Technical analysis (TA) is not a new concept in the world of trading and investing. From traditional investment portfolios to cryptocurrencies like Bitcoin and Ethereum, using TA indicators serves one simple goal: use available data to make smarter decisions and get better results. As markets have become more complex, hundreds of different types of TA indicators have emerged over the past few decades, few of which can achieve the popularity and consistency of the Moving Average (MA).
Although there are many different varieties of moving averages, their fundamental goal is to create an easily identifiable trend indicator by flattening the graph, thereby increasing the clarity of the trading chart. Because these moving averages rely on past data, they are considered lagging or trend following indicators. Still, these moving average indicators can effectively cut through the noise and help determine market direction.
Various types of moving averages Not only suitable for day trading and swing trading, but can also be used in long-term setups. Although there are many types, MAs are usually divided into two broad categories: simple moving averages (SMA) and exponential moving averages (EMA). Depending on market conditions and expected results, traders can choose which indicator is most likely to benefit their setup.
SMA obtains data from the set time period, This yields the average price of its assets. The difference between an SMA and a basic price average is that with an SMA, once a new data set is entered, the previous data set is ignored. So if you calculate a simple moving average based on 10 days of data, the entire data set is constantly updated and only includes the most recent 10 days.
It is important to note that no matter when data is entered into the system, it is considered equally weighted in SMA. Traders who believe that newer data is more relevant (to market conditions) often say that the equal weighting of SMAs is detrimental to technical analysis. Therefore, the exponential moving average (EMA) was created to solve this problem.
EMA is similar to SMA in that they are based on past Technical analysis is provided on price movements. However, the equation is more complex because the EMA assigns more weight and value to recent price inputs. While both averages have value and are widely used, the EMA is more responsive to sudden price swings and reversals.
Because EMAs are more likely to predict price reversals faster than SMAs, they are often particularly popular among short-term traders. It is extremely important for a trader or investor to choose the type of moving average based on his personal strategy and goals, and to adjust the settings accordingly.
Since MAs use past prices rather than current prices, they have certain lag period. The larger the interval of the data set (used), the larger the lag period. For example, analyzing a moving average over the past 100 days will respond more slowly to new information than considering only the MA over the past 10 days. This is simply because new data has less impact on larger data sets than smaller data sets.

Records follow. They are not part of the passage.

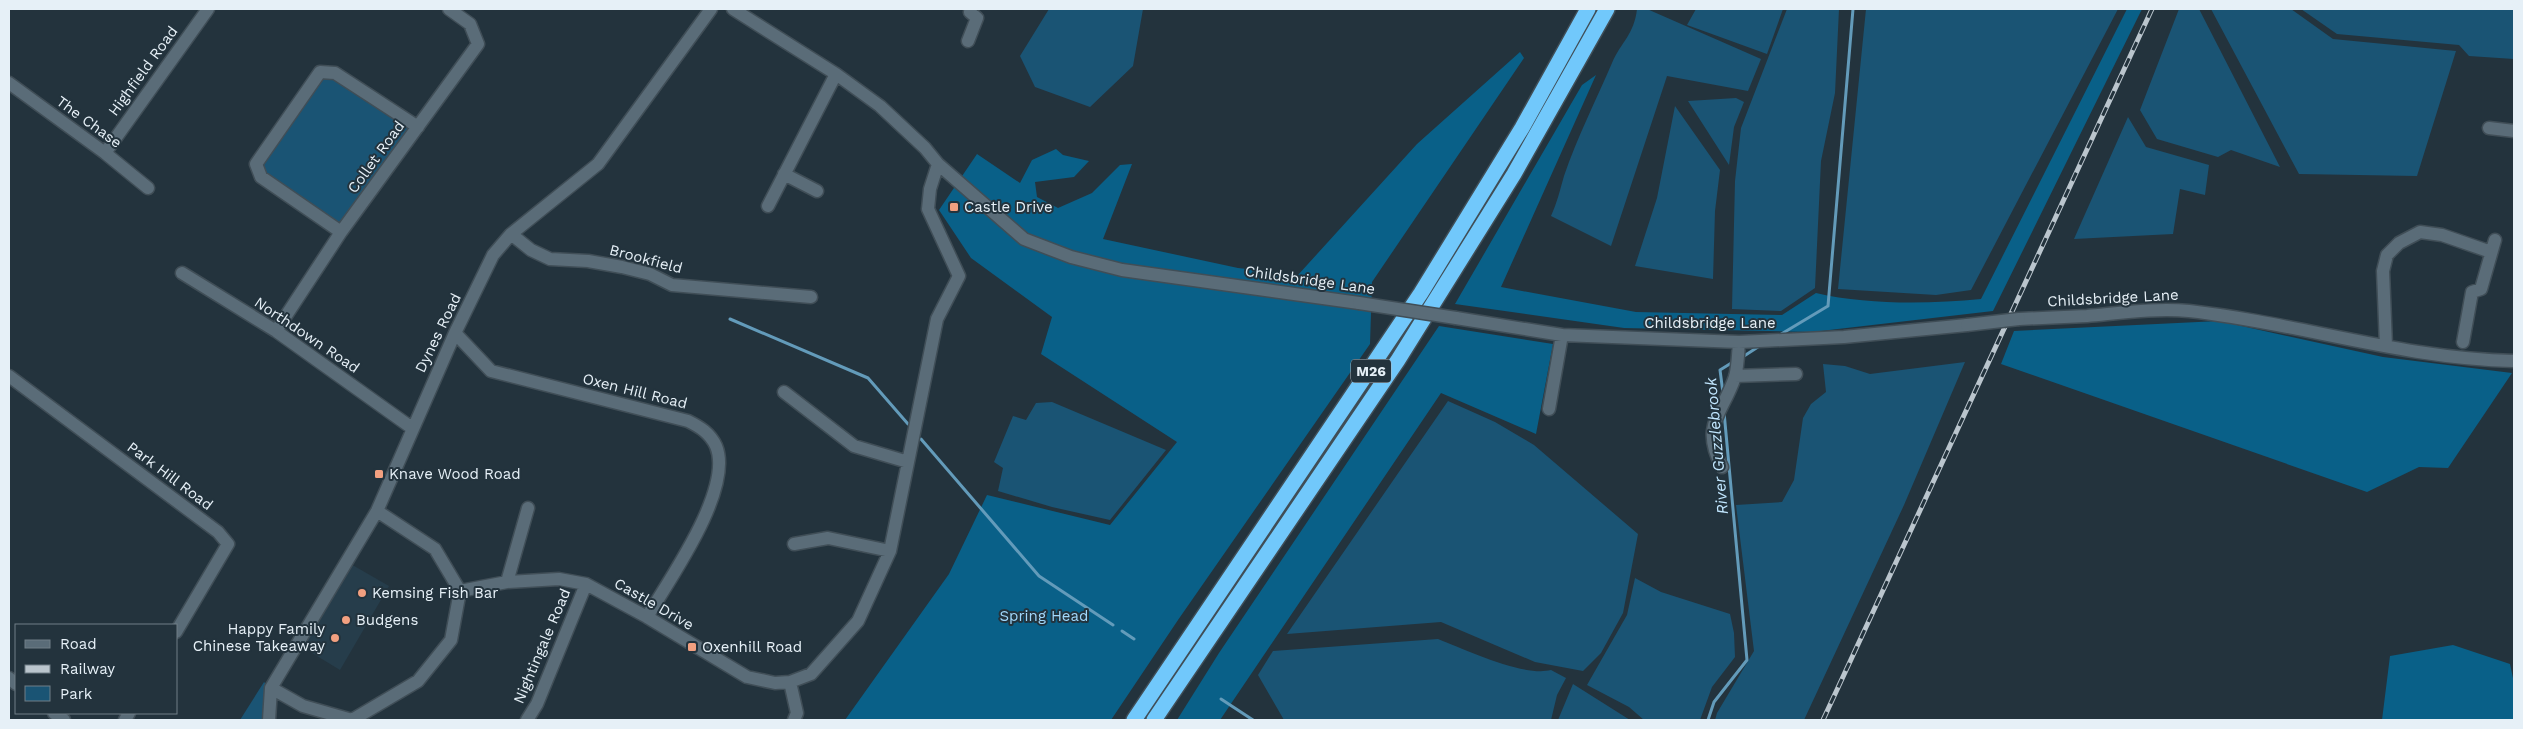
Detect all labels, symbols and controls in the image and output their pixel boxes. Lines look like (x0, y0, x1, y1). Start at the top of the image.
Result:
street label: Highfield Road (104, 23, 182, 119)
street label: The Chase (53, 92, 125, 152)
street label: Collet Road (344, 117, 408, 197)
place label: Castle Drive (964, 198, 1053, 216)
marker: Castle Drive (948, 201, 960, 213)
street label: Brookfield (608, 241, 684, 277)
street label: Childsbridge Lane (1244, 262, 1376, 298)
street label: Childsbridge Lane (2047, 286, 2179, 310)
street label: Dynes Road (411, 290, 465, 376)
street label: Northdown Road (251, 293, 363, 377)
street label: Childsbridge Lane (1644, 314, 1776, 332)
road number: M26 (1351, 360, 1391, 382)
street label: Oxen Hill Road (581, 369, 689, 413)
water label: River Guzzlebrook (1701, 375, 1732, 515)
street label: Park Hill Road (124, 438, 216, 514)
place label: Knave Wood Road (389, 465, 521, 483)
marker: Knave Wood Road (373, 468, 385, 480)
street label: Castle Drive (611, 574, 697, 634)
place label: Kemsing Fish Bar (372, 584, 498, 602)
street label: Nightingale Road (510, 586, 574, 706)
marker: Kemsing Fish Bar (356, 587, 368, 599)
park label: Spring Head (1000, 607, 1088, 625)
place label: Budgens (356, 611, 418, 629)
marker: Budgens (340, 614, 352, 626)
place label: Happy Family Chinese Takeaway (193, 620, 325, 655)
legend (15, 624, 178, 714)
marker: Happy Family Chinese Takeaway (329, 632, 341, 644)
text: Road (60, 635, 97, 653)
place label: Oxenhill Road (702, 638, 802, 656)
marker: Oxenhill Road (686, 641, 698, 653)
text: Railway (60, 660, 115, 678)
text: Park (60, 685, 93, 703)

Depending on different trading strategy settings, both may be beneficial. Larger data sets benefit long-term investors because they are less likely to change based on one or two large moves. Short-term traders generally prefer smaller data sets that favor more contingent trading.

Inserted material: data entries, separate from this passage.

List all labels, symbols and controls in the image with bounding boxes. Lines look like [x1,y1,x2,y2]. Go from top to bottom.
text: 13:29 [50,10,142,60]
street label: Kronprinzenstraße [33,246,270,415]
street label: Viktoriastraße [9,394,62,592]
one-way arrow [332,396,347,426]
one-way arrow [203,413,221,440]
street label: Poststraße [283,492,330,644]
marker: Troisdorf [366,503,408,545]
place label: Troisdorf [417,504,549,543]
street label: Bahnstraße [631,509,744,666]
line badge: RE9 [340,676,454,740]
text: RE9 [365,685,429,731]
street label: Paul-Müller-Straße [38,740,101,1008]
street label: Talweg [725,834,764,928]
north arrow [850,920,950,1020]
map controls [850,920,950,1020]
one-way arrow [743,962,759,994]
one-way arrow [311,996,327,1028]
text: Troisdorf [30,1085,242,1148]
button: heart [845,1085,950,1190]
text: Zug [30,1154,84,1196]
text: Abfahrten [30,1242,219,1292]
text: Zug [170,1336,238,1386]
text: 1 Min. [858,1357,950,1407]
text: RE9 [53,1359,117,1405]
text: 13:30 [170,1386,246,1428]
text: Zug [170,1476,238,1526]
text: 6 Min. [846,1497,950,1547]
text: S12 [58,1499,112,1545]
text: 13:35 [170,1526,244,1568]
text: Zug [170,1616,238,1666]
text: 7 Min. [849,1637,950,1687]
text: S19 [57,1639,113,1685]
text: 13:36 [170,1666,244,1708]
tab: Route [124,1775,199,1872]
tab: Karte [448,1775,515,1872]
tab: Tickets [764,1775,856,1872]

In the traditional market, the 50, 100 and 200-day MAs are the most commonly used. Stock traders pay close attention to the 50-day and 200-day MAs, and any breakouts above or below these lines are often considered important trading signals, especially when they occur after a crossover. The same applies to cryptocurrency trading, but due to its 24/7 volatile market, MA settings and trading strategies may vary depending on the trader's strategy.
Intuitively speaking, a rising MA indicates an uptrend, a falling MA The MA indicates a downtrend. However, looking at moving averages alone is not a truly reliable and powerful indicator. Therefore, bullish and bearish crossover signals have always been used with MAs.

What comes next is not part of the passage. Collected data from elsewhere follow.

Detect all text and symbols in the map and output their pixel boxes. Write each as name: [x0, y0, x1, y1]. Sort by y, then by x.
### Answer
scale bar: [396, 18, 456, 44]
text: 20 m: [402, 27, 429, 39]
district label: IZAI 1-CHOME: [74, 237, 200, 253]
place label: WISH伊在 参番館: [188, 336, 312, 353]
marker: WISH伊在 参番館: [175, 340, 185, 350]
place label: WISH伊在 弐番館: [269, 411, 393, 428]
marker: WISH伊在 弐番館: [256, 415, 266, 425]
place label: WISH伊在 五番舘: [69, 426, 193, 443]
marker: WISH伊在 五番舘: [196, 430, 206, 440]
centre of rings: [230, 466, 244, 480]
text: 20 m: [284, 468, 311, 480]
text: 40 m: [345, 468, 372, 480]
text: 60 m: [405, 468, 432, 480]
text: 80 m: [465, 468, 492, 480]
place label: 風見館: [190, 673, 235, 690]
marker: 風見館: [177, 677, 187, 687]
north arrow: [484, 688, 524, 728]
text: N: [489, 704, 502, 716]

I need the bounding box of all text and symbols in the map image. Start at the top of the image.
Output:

A crossover signal is created when two different MAs cross in a chart. When the short-term MA crosses the long-term MA, a bullish crossover (also called a golden cross) occurs, signaling the beginning of an uptrend. Conversely, a bearish crossover (or death cross) occurs when the short-term MA is below the long-term moving average, which signals the beginning of a downtrend.
The examples so far are based on The unit is days, but this is not necessary when analyzing MA. Someone who day trades may be interested in how an asset's price has changed over the past two or three hours, rather than two or three months. Different time units can be used in the equation for calculating moving averages, and as long as these time frames are consistent with the trading strategy, the (resulting) data will be useful.
A major disadvantage of MA is its lag time. Since MA is a lagging indicator that takes into account previous price action, the signal usually comes too late. For example, a bullish crossover may signal buying, but it only occurs after a significant price increase. This means that even if the uptrend continues, potential profits may be lost in the period between the price increase and the crossover signal. Or worse, a false golden cross signal can cause traders to buy at a relative high before the price drops (these false buying signals are often called bull traps).
Moving average is a powerful TA indicator and one of the most widely used indicators. It analyzes market trends in a data-driven manner and has powerful insights into market performance. But what needs to be remembered is that MA and cross signals should not be used alone, and combining different technical analysis indicators can avoid false signals and will be safer.